Flag Comment Posted by jddc on August 05, 2008 at 9:30 am

It seems to me that we are always asking the goverment to do something for us it is real simple if you do not like to be around smoke do not go there, We are not a communist country and this is just another
way the goverment controls our lives. If i do not want to go some were that lets people smoke I have chose i am not going to going to let the goverment make my mine up. I think people are forgetting this is a free country and the more we let the goverment control our lives the more dependent we become on them hell they already control out paychecks just look at your next time and see what we are paying to live in this country so people let the business owners alone and let them make a living the way they want to.
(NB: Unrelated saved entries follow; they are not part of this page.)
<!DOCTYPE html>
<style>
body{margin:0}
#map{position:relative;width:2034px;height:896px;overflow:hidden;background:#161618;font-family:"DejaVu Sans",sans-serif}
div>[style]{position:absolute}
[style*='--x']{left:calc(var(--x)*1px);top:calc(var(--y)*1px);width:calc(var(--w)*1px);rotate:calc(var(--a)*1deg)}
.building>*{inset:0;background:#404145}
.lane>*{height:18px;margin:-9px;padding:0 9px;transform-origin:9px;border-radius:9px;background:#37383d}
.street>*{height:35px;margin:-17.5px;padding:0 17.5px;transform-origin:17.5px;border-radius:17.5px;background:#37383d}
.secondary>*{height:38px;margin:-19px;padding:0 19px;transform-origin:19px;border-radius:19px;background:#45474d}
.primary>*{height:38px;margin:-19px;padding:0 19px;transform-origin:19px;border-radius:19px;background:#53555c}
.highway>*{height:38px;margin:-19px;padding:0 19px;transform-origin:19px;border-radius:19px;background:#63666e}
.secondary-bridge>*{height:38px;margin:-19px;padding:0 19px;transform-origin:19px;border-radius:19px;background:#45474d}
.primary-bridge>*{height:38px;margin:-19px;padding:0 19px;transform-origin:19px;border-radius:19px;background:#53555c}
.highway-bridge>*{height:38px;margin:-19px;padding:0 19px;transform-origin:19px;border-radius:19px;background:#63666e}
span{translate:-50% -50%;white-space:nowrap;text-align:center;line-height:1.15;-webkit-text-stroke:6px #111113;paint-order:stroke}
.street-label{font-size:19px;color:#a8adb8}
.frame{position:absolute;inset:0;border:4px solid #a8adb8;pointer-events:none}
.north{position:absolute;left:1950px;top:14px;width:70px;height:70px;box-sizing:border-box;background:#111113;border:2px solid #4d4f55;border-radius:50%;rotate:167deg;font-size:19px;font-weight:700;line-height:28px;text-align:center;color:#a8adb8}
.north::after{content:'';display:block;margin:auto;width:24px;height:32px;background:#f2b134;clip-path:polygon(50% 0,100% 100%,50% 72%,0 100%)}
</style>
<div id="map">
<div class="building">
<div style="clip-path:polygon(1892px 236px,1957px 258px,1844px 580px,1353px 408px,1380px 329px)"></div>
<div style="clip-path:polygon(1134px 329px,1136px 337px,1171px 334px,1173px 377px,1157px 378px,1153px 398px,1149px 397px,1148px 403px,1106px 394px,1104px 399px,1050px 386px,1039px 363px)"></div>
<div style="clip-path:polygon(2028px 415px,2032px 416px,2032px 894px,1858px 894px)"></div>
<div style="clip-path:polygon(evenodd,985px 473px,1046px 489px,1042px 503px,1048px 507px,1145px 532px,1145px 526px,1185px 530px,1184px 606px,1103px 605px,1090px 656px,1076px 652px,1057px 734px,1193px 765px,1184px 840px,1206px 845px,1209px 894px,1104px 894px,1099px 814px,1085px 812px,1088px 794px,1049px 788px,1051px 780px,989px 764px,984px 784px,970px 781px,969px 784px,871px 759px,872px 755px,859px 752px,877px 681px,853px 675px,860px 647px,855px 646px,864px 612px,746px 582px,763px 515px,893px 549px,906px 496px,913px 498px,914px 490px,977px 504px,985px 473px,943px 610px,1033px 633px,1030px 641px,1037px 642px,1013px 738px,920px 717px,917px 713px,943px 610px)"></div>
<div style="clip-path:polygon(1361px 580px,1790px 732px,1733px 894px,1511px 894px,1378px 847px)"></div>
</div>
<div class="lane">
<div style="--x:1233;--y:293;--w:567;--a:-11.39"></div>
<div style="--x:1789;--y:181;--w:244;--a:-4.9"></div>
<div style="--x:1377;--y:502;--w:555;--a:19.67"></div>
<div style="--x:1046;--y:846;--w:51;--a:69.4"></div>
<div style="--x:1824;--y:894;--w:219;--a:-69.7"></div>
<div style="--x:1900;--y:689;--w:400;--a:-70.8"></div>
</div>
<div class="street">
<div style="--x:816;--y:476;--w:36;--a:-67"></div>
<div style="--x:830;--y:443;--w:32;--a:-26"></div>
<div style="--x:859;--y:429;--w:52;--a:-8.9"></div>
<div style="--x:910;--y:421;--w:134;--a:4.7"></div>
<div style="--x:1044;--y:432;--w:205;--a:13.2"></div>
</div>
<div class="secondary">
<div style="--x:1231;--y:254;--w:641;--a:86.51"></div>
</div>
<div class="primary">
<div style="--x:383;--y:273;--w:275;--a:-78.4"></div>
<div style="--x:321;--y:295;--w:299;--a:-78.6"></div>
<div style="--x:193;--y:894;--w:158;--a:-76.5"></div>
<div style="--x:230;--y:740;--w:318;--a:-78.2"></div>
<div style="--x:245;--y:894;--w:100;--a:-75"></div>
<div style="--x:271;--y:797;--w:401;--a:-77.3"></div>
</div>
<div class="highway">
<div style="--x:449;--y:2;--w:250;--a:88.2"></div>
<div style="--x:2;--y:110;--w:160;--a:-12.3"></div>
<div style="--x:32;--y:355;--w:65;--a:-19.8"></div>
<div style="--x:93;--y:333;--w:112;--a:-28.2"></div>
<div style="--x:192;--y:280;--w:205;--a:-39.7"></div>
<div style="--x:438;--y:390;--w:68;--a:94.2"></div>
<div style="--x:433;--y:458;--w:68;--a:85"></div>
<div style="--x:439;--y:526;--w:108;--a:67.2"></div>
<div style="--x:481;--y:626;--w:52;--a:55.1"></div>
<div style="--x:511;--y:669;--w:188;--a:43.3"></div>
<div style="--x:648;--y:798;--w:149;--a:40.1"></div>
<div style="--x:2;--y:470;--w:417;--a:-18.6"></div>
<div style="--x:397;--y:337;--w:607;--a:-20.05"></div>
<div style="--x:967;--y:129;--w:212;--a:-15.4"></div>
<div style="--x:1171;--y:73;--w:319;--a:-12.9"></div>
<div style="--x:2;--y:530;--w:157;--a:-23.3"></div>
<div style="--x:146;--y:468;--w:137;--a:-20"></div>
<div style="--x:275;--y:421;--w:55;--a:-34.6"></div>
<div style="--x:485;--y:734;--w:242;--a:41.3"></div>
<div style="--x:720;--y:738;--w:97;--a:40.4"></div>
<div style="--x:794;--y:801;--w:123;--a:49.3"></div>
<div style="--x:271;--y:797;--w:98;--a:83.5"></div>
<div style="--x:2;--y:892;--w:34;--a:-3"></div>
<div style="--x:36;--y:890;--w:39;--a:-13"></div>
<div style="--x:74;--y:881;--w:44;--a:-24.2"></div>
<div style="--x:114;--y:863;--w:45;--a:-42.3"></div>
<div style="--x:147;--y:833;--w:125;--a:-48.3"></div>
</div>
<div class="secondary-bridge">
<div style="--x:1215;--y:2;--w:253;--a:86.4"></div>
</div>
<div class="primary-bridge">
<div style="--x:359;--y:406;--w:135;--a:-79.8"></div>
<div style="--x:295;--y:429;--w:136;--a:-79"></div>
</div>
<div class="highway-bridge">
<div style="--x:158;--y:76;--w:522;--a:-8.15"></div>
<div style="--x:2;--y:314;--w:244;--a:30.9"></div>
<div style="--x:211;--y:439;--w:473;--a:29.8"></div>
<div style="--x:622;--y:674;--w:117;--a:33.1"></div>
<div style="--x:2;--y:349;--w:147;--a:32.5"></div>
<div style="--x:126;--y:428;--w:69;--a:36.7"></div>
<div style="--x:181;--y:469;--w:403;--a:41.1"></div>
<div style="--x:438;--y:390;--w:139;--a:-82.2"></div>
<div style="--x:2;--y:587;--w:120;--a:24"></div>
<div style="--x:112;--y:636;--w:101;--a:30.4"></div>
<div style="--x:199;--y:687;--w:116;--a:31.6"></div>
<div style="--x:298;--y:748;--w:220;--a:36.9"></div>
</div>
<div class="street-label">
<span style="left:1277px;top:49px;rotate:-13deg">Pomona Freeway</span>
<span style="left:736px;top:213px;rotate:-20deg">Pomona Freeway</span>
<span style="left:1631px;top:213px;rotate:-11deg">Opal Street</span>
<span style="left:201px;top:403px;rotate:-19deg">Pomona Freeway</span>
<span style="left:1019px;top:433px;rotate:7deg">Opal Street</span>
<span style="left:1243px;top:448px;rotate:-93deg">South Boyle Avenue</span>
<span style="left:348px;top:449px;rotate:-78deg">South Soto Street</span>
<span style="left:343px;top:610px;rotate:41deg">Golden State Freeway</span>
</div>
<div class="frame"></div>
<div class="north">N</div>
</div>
Yes i am a none smoker but it is my chose not anyones else’s and if i like the restaurant and it is not smoke free i still have the chose to go in or stay out.

Flag Comment Posted by michaelthins on August 05, 2008 at 6:35 am

If people were really interested in being smoke free, it seems the best thing is to do away with the smoking tobacco. You know the government takes off the market dangerous tiys, drugs and other items, which they should that is not the arguement here, so why not do away with tobacco all together there are more health issues here than a drug that a few people take. Tobacco has drugs in it just like any other man made drug, but the only warning is “ this product may cause cancer” it doesn’t spell out all the other side effects like other drugs have to carry on them. I get a prescrition and it has ten pages of side effects, maybe with every pack of cigarettes they need to have the same notice of side effects. I use to manage a restuarant in Dothan in a corner we had enough room for about 12 customers to sit in a smoking section. I applaud this lady for taking a stand, when I go out to eat I want to taste my food not some ones cigarette and I do not go to places that allow smoking.